Today the customer wanted to move the vCenter Server Appliance (VCSA) and the Platform Services Controller (PSC) VMs to the new environment. Both VMs were already in a temporary cluster that was in the old data center but part of the new vCenter inventory. So we basically had to move the VMs from Cluster A to Cluster B within the vCenter inventory. The two clusters did not share storage with each other and also had different CPU types on their hosts.
To add a little difficulty to the whole process we also needed to change the IP address of the moved VMs because the new data centers had their own IP ranges.
The problem here is that Zerto depends on the vCenter, especially in a stretched cluster environment where only one vCenter server is present the vCenter is very critical. So we could not use zerto to fail over the vCenter server to the new site (the rest of the VMs are migrated using Zerto, which is a superb use-case for zerto by the way).
So after a little brainstorming we came up with the following plan:
- copy/clone the VMs to the new site
- assign a “internal” network to both cloned VMs
- power on cloned VMs
- change both VMs IP address over the vSphere console (I followed this post)
- shut down cloned VMs
- shut down source VMs (loose connection to vCenter obviously)
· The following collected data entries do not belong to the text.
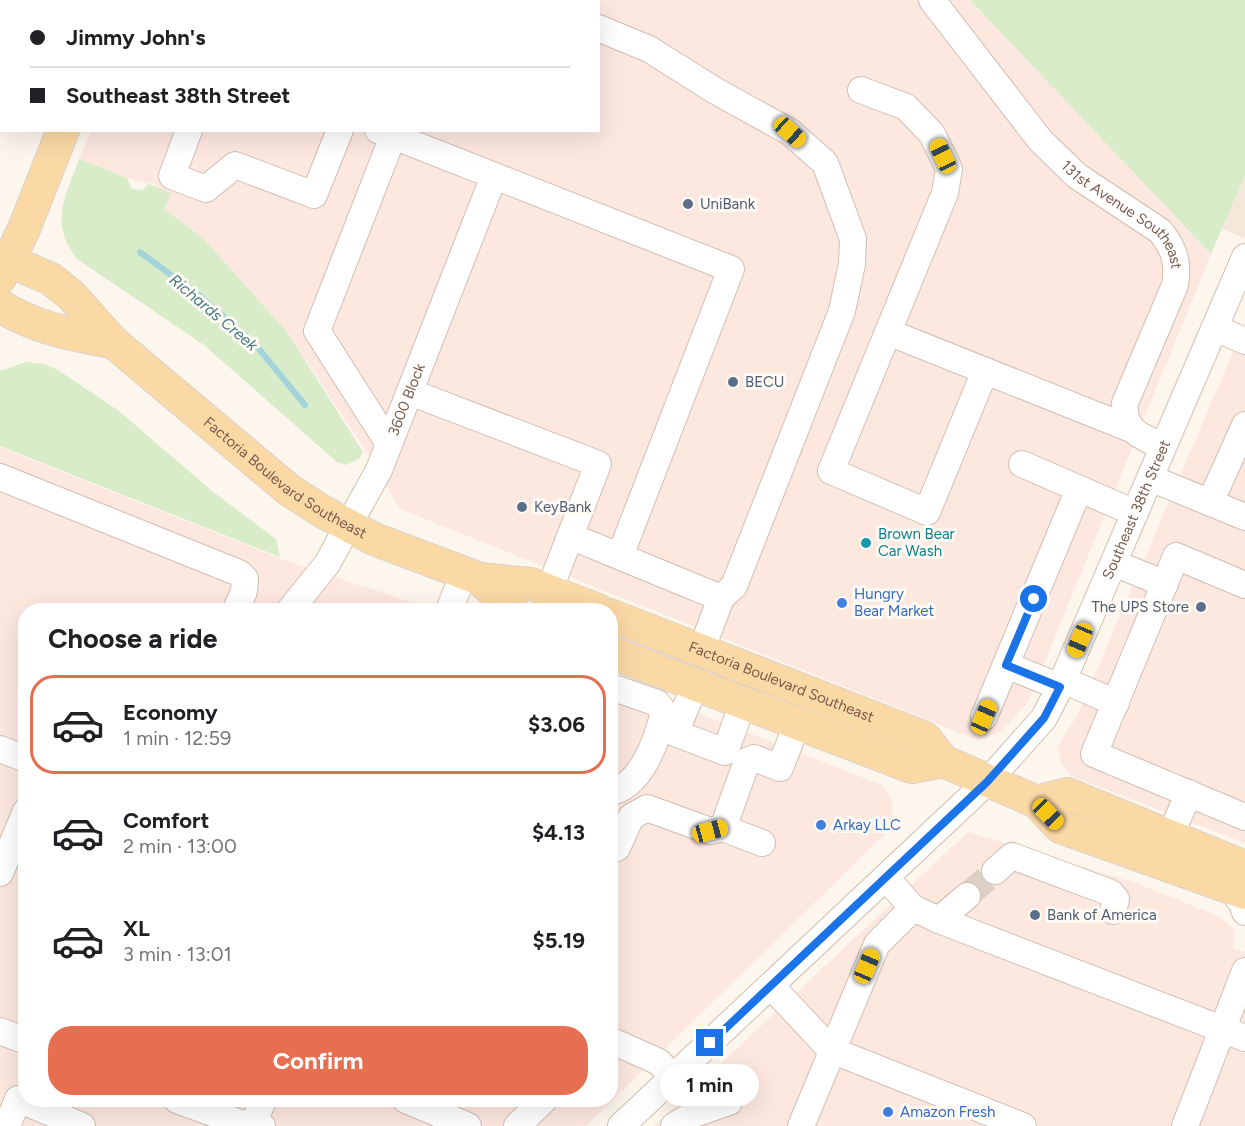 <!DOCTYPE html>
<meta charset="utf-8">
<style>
body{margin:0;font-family:Figtree,sans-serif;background:#f6f6f6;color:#202124;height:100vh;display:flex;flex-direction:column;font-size:22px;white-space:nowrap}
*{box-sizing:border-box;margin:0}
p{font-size:20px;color:#757577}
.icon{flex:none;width:33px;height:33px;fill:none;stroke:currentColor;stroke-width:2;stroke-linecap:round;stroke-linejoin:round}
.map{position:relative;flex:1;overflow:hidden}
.sheet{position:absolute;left:18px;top:603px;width:600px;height:504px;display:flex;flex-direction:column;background:#fff;border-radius:24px;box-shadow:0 6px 24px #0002}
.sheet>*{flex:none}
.hud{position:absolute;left:0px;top:0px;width:600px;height:132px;box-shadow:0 6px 24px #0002;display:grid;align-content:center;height:132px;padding:0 30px;background:#fff}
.end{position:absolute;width:27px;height:27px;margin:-14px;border:8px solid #1a73e8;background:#fff;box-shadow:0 0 0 3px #fff}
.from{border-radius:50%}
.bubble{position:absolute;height:42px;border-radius:21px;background:#fff;box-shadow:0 6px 24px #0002;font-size:20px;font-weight:700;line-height:42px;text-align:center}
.car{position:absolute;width:18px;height:36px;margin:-18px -9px;border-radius:8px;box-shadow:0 0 4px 2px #0007;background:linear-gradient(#f5c518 24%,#345 0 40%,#f5c518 0 76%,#345 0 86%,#f5c518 0)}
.hud b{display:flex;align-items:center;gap:21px;height:57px;font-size:22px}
.hud b+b{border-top:2px solid #e0e0e0}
.hud i{width:15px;height:15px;background:#202124}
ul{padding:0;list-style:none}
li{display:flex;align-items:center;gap:18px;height:99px;margin:0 12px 9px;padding:0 18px;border:3px solid transparent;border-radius:24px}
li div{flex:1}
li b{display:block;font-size:22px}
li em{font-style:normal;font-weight:700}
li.on{border-color:#e76f51}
li>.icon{width:54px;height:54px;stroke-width:1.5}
h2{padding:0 30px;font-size:27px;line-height:72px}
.action{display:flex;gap:12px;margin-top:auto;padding:12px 30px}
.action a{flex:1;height:69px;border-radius:24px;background:#e76f51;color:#fff;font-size:24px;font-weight:700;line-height:69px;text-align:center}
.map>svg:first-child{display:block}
.residential{fill:#f5e8da}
.commercial{fill:#fde8e0}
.green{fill:#d8ecc9}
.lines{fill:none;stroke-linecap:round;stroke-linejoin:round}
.stream{stroke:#a5d3da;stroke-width:6}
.minor-tunnel{stroke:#dcd0c4;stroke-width:26;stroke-dasharray:26 13;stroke-linecap:butt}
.minor-casing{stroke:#d1beb0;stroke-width:28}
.major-casing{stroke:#dad1cd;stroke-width:34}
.minor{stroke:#fff;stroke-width:26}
.major{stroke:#fbd9a5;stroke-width:32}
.route{stroke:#1a73e8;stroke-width:8}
.service-dot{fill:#5c6f8a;stroke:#fffaf3;stroke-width:2}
.culture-dot{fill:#0f9aa8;stroke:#fffaf3;stroke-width:2}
.shop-dot{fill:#3f7fe0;stroke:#fffaf3;stroke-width:2}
.labels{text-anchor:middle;stroke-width:6;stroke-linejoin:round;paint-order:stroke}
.service-label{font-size:15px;fill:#4e5e75;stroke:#fffaf3;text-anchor:start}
.street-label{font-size:15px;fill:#7a5c4d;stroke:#fffaf3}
.culture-label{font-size:15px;fill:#0d838f;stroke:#fffaf3;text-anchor:start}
.shop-label{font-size:15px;fill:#366cbe;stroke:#fffaf3;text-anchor:start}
.water-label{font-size:16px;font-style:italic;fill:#437c86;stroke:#fffaf3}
</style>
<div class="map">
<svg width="1245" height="1126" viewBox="0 0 1245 1126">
<rect width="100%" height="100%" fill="#fdf6ec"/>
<path class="residential" d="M 1245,176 L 1245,238 L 1222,229 Z"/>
<path class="commercial" d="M 145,0 L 970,0 L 1211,254 L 1029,701 L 1002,731 L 978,740 L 400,509 L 364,448 L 287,332 L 203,238 L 164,209 L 156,185 L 127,178 L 79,159 L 91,131 L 598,130 L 598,2 Z
M 1245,324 L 1245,843 L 1073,777 L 1062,764 L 1057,747 L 1077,716 Z
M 0,447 L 284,560 L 435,610 L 26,610 L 26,1100 L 610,1100 L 611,679 L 882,785 L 891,799 L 892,817 L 888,831 L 586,1126 L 0,1126 Z
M 968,832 L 1133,882 L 1218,916 L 1235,930 L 1233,948 L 1245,952 L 1245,1126 L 654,1126 Z"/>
<path class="green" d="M 970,0 L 1245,0 L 1245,176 L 1211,254 Z
M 79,159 L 127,178 L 132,189 L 142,190 L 149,184 L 171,193 L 164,209 L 203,238 L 287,332 L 363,452 L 359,459 L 346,465 L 337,462 L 204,345 L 77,259 C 49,222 65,199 79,159 Z
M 26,362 L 44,364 L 58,370 L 119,411 L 212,491 L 276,539 L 280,557 L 0,446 L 0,371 Z"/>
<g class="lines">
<path class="stream" d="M 140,252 L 201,297 L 254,343 L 305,405"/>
<path class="minor-tunnel" d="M 967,896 L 995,871"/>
<g class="minor-casing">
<g id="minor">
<path d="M 526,0 L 529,2"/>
<path id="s1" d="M 932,0 L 1040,140 L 1077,176 L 1160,231 C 1174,248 1179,263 1175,285 L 1125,403 C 1122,430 1141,437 1163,446"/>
<path d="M 170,2 L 171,0"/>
<path d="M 598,28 L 649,49 L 714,90 L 790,132 L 825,163 L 853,239 L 852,264 L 842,311 L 734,586 L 721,598 L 701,651"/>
<path d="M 861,90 L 906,107 L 932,134 L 949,169 L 945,193 L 888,332 L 1131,429"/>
<path d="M 189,130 L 172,176 L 206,189 L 235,165 L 314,195 L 340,130"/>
<path d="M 378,130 L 731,269 L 620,556"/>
<path d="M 1215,328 L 1245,341"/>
<path d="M 888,332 L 831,471 L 927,512 L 985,371"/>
<path d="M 410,392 L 598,464 L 549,591"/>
<path d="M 389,444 L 317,331 L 393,136"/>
<path d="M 1022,464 L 1135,513"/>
<path d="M 0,477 L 239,573 L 245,579 L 244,591 L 236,610"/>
<path d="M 1150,478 L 1245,517"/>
<path d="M 1210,503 L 1245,425"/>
<path d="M 570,536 L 721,598"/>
<path d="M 1114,563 L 1165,584"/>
<path d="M 1245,585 L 1176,556 L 1094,754 L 1245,817"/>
<path id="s2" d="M 290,610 L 327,564 L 379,470 L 494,176"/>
<path d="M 449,610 L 464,573"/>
<path d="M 1006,665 L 1060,687"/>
<path d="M 1063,680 L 1116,703"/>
<path d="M 695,685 L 675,733 L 725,752 L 743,703"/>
<path d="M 984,717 L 1079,489"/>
<path d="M 0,749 L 26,759"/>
<path d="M 610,792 C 641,787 657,740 664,712 L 657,703 L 617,689"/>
<path d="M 723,828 L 747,761 L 754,758 L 780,768 L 797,724"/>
<path d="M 1170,836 L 1189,793"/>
<path d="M 617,848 L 631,817 L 647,808 L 710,831 L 723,828 L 762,843"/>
<path d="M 995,871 L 1012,856 L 1111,893 L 1116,899 L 1113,911"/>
<path d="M 0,873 L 26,811"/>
<path d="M 886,878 L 913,908 L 939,920 L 1245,1038"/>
<path d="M 1229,887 L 1242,903 L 1245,912"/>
<path d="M 939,920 L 967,896"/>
<path d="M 771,986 L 831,1050 L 1023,1126"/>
<path d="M 0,1031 L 26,1041"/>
<path d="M 610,1040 L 659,1062 L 672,1077"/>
<path d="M 177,1100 L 240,1123 L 254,1123 L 262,1126"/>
<path d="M 406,1100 L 468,1126"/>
<path d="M 254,1123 L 263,1100"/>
<path d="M 7,1126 L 18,1099 L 82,1126"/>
<path d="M 517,1126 L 544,1100"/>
<path id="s3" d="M 621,1126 L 987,782 L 1044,718 L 1060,687 L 1245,257"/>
<path d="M 674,1126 L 694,1114 L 729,1102"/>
<path d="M 801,1126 L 877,944 L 913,908"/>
<path d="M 1185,1126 L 1245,971"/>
</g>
</g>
<g class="major-casing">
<g id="major">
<path d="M 112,2 L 113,0"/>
<path id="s4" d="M 0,257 L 51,279 L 71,295 L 113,342 L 289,490 L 325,513 L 374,539 L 480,579 L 531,584 L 598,610"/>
<path d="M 0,278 L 24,229 L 63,130"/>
<path d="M 0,306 C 36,328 72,335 113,342"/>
<path d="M 480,579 L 513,610"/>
<path id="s5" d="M 610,615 L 925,738 L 943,761 L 1037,802 L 1060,827 L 1245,893"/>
<path d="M 610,652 L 912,767 L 943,761"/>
<path d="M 1037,802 L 1067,794 L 1245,867"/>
</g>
</g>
<use href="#minor" class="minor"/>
<use href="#major" class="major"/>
</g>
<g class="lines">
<path class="route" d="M 710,1043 L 987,782 L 1044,718 L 1060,687 L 1006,665 L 1034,599"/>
</g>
<g class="service-dot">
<circle cx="688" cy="204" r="6"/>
<circle cx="733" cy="382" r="6"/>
<circle cx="522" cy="507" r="6"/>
<circle cx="1201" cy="607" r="6"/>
<circle cx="1035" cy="915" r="6"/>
</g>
<circle class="culture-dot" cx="866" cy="543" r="6"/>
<g class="shop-dot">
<circle cx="842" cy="603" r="6"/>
<circle cx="821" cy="825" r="6"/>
<circle cx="888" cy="1112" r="6"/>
</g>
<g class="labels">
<g class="service-label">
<text x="700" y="209">UniBank</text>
<text x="745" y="387">BECU</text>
<text x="534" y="512">KeyBank</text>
<text x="1189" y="612" text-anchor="end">The UPS Store</text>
<text x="1047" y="920">Bank of America</text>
</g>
<g class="street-label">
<text dy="5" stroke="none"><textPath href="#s1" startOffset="290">131st Avenue Southeast</textPath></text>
<text dy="5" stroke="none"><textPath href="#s2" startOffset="242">3600 Block</textPath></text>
<text dy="5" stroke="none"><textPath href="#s4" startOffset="364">Factoria Boulevard Southeast</textPath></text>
<text dy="5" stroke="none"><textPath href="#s3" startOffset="816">Southeast 38th Street</textPath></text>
<text dy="5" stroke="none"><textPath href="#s5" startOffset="184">Factoria Boulevard Southeast</textPath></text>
</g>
<g class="culture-label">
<text x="878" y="539">Brown Bear<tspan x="878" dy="17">Car Wash</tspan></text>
</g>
<g class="shop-label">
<text x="854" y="599">Hungry<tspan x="854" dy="17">Bear Market</tspan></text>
<text x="833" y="830">Arkay LLC</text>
<text x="900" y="1117">Amazon Fresh</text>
</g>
<g class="water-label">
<text transform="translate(214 312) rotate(40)" y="6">Richards Creek</text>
</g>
</g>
</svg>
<i class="end from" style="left:1034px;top:599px"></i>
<i class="end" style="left:710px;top:1043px"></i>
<div class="bubble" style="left:660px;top:1064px;width:99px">1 min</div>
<i class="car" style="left:790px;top:132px;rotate:132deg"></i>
<i class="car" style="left:943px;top:156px;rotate:335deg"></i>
<i class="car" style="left:1080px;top:640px;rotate:203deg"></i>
<i class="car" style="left:984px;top:717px;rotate:24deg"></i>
<i class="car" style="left:1048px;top:814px;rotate:136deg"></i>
<i class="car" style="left:710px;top:831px;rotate:75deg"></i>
<i class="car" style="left:867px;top:966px;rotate:23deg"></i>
<div class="hud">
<b><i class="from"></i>Jimmy John's</b>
<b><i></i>Southeast 38th Street</b>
</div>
<section class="sheet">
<h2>Choose a ride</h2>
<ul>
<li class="on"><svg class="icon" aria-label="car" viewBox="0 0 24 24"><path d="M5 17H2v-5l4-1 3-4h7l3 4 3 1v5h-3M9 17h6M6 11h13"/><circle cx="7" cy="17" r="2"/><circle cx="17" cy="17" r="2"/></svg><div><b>Economy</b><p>1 min · 12:59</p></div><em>$3.06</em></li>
<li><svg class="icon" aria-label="car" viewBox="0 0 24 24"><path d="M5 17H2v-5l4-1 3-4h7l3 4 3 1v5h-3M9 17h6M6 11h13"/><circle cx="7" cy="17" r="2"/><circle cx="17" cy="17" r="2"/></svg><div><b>Comfort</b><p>2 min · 13:00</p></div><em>$4.13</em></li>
<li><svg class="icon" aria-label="car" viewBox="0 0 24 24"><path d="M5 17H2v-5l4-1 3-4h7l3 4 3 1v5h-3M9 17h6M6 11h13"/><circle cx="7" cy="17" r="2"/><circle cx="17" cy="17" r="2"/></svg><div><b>XL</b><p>3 min · 13:01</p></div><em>$5.19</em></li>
</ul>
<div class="action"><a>Confirm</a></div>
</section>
</div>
- change cloned VMs network assignment to the new network (dvSwitch portgroup)
- change DNS to reflect the VMs new IP address (very important!)
- power on cloned VMs
- sit back and enjoy the accomplished migration of those critical VMs
As with all plans, they never stick. First problem was that after we cloned the vCenter and PSC VMs we realized we needed to assign uplinks to the new network that the cloned VMs will use. So we did that knowing that it would be a change in the vcenter database that will be lost once we did a failover.
We ended up taking one uplink from one of the hosts in the new data center away from the dvSwitch and created a temporary standard switch with the needed portgroup. This would solve the problem of having no connectivity after booting up the VMs in the new data centers.
We then went ahead with the plan with those adjustments in place. The VMs were instantly replying to ping with their new IP addresses. That meant DNS and network configuration were working as planned. But here comes the next problem. The web client did not start. Usually when you reboot a VCSA you get some error messages until the web client is fully loaded, in this case we got a “cannot display web page” response.
After some digging around we found out that a lot of services did not come up. the “service-control –status” command from the appliancesh of the VCSA showed the following output:
root@VCSA [ ~ ]# service-control –status
applmgmt vmcam vmonapi vmware-cm vmware-content-library vmware-eam vmware-imagebuilder vmware-mbcs vmware-netdumper vmware-perfcharts
So this showed us that the process of starting services was interrupted and could not continue. The command “service-control –start –all” provided us with the following error (truncated):
“localized”: “An error occurred while starting service ‘vmware-vmon'”,
“translatable”: “An error occurred while starting service ‘%(0)s'”
“Stderr: Failed to execute operation: Unit file is masked\n”
After doing some research on google we found a very helpful discussion in the VMware communities here. This proposed to “unmask” the vmon service and reboot the machine to solve the problem.
We ended up issuing the following command from the VCSA bash shell:
systemctl unmask vmware-vmon.service
This gave us back the message that it has removed the syslink to the service. After doing a reboot everything was fine.
Worth mentioning ist that the affected vCenter was running on the latest vSphere 6.5 build. (Update 2b, Build number 8815520).
This is a good example of how helpful it is to share knowledge. If no one had shared the tidbit about unmasking the service in order to mitigate the problem I might have stumbled upon it myself after some hours of researching the issue, or I might not have and could even have ended up re-installing the vCenter from scratch wasting a lot of time in the process. Sharing is caring.